%%
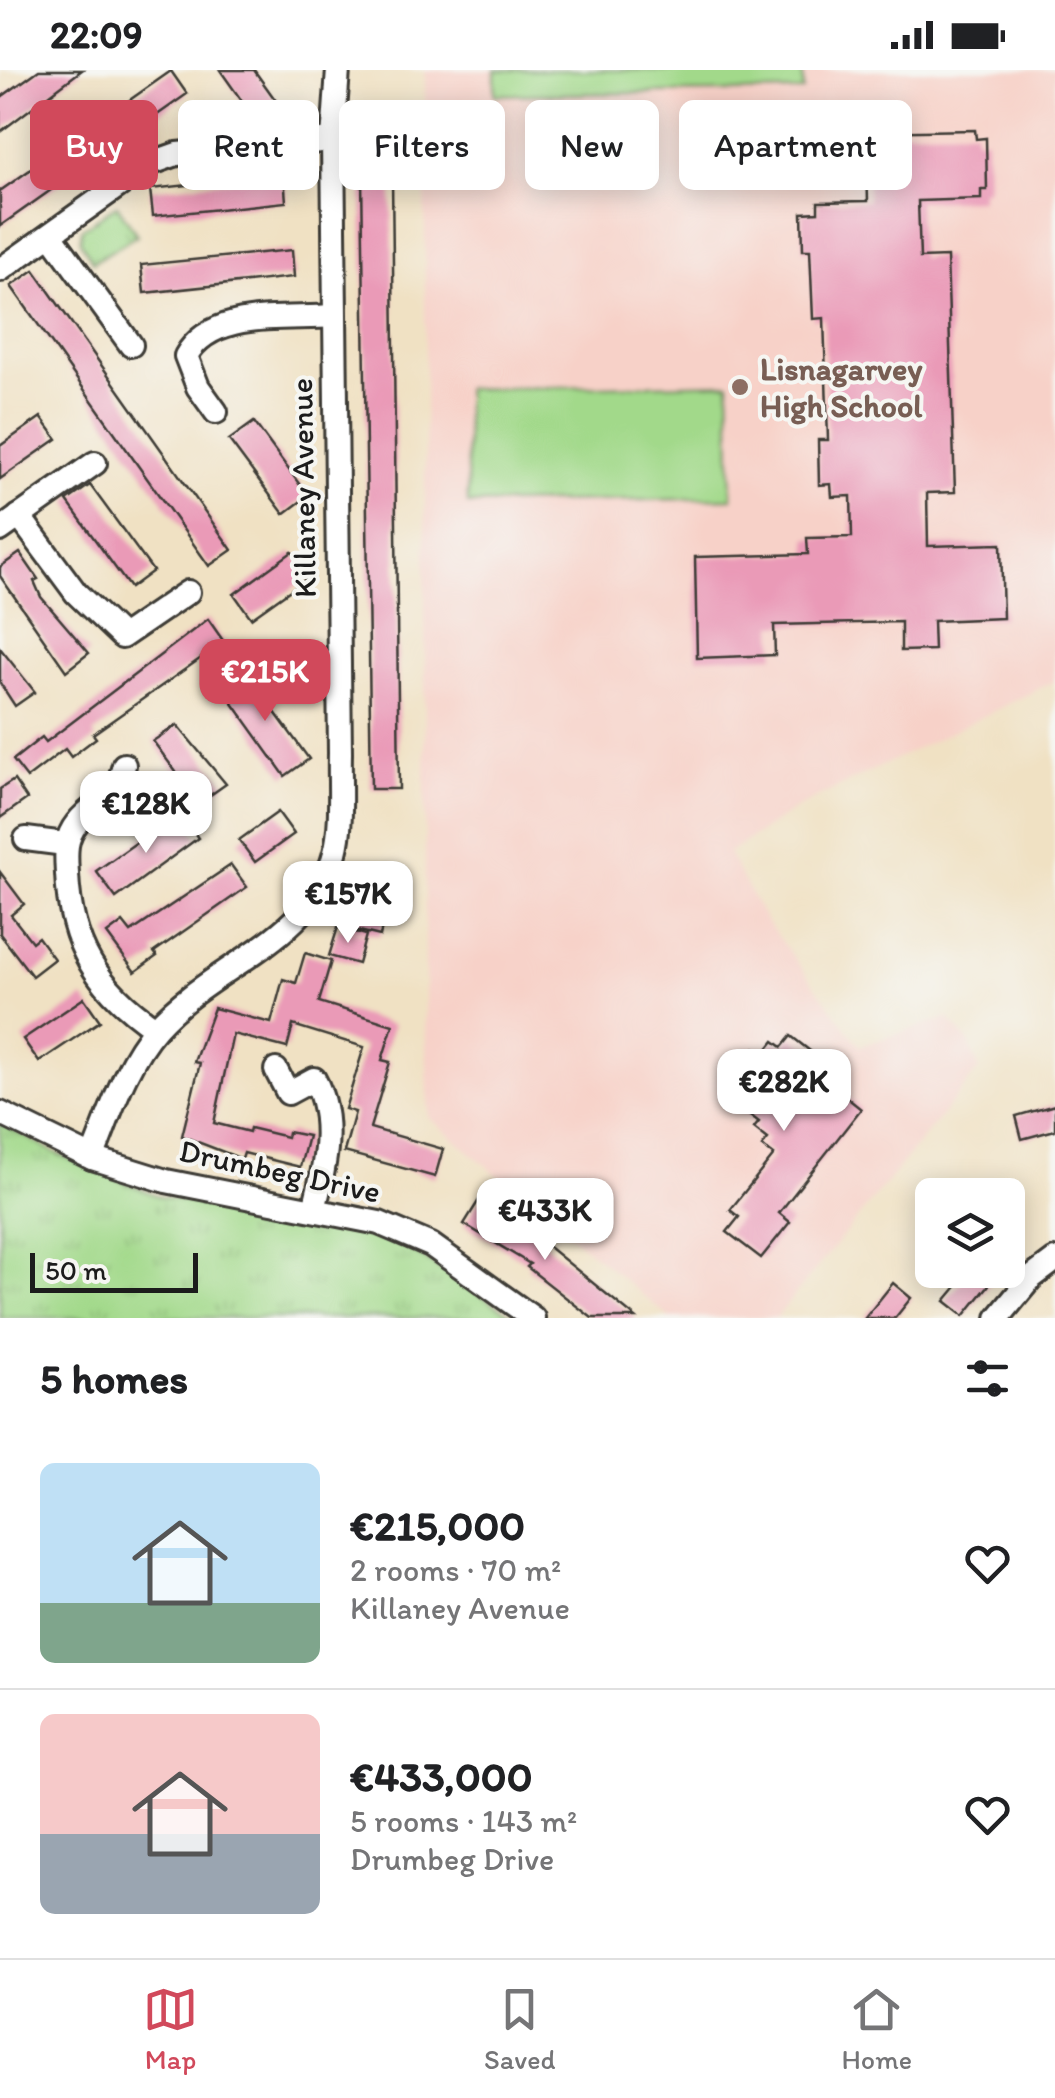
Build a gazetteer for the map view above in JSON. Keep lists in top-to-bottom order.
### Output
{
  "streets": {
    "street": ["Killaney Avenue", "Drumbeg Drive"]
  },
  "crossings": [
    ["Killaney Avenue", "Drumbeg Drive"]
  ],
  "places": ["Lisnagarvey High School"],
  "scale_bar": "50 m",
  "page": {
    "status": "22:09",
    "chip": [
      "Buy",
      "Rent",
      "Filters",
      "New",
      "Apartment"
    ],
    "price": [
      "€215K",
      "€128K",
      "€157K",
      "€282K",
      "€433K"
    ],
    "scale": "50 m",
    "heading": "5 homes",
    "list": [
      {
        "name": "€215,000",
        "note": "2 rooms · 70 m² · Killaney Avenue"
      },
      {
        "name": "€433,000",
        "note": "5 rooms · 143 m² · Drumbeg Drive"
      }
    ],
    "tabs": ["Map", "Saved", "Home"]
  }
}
%%
■ What this task involves ■
In your copy, reproduce the data above exactly and skip every picture.

■ Task solution ■
Build a gazetteer for the map view above in JSON. Keep lists in top-to-bottom order.
### Output
{
  "streets": {
    "street": ["Killaney Avenue", "Drumbeg Drive"]
  },
  "crossings": [
    ["Killaney Avenue", "Drumbeg Drive"]
  ],
  "places": ["Lisnagarvey High School"],
  "scale_bar": "50 m",
  "page": {
    "status": "22:09",
    "chip": [
      "Buy",
      "Rent",
      "Filters",
      "New",
      "Apartment"
    ],
    "price": [
      "€215K",
      "€128K",
      "€157K",
      "€282K",
      "€433K"
    ],
    "scale": "50 m",
    "heading": "5 homes",
    "list": [
      {
        "name": "€215,000",
        "note": "2 rooms · 70 m² · Killaney Avenue"
      },
      {
        "name": "€433,000",
        "note": "5 rooms · 143 m² · Drumbeg Drive"
      }
    ],
    "tabs": ["Map", "Saved", "Home"]
  }
}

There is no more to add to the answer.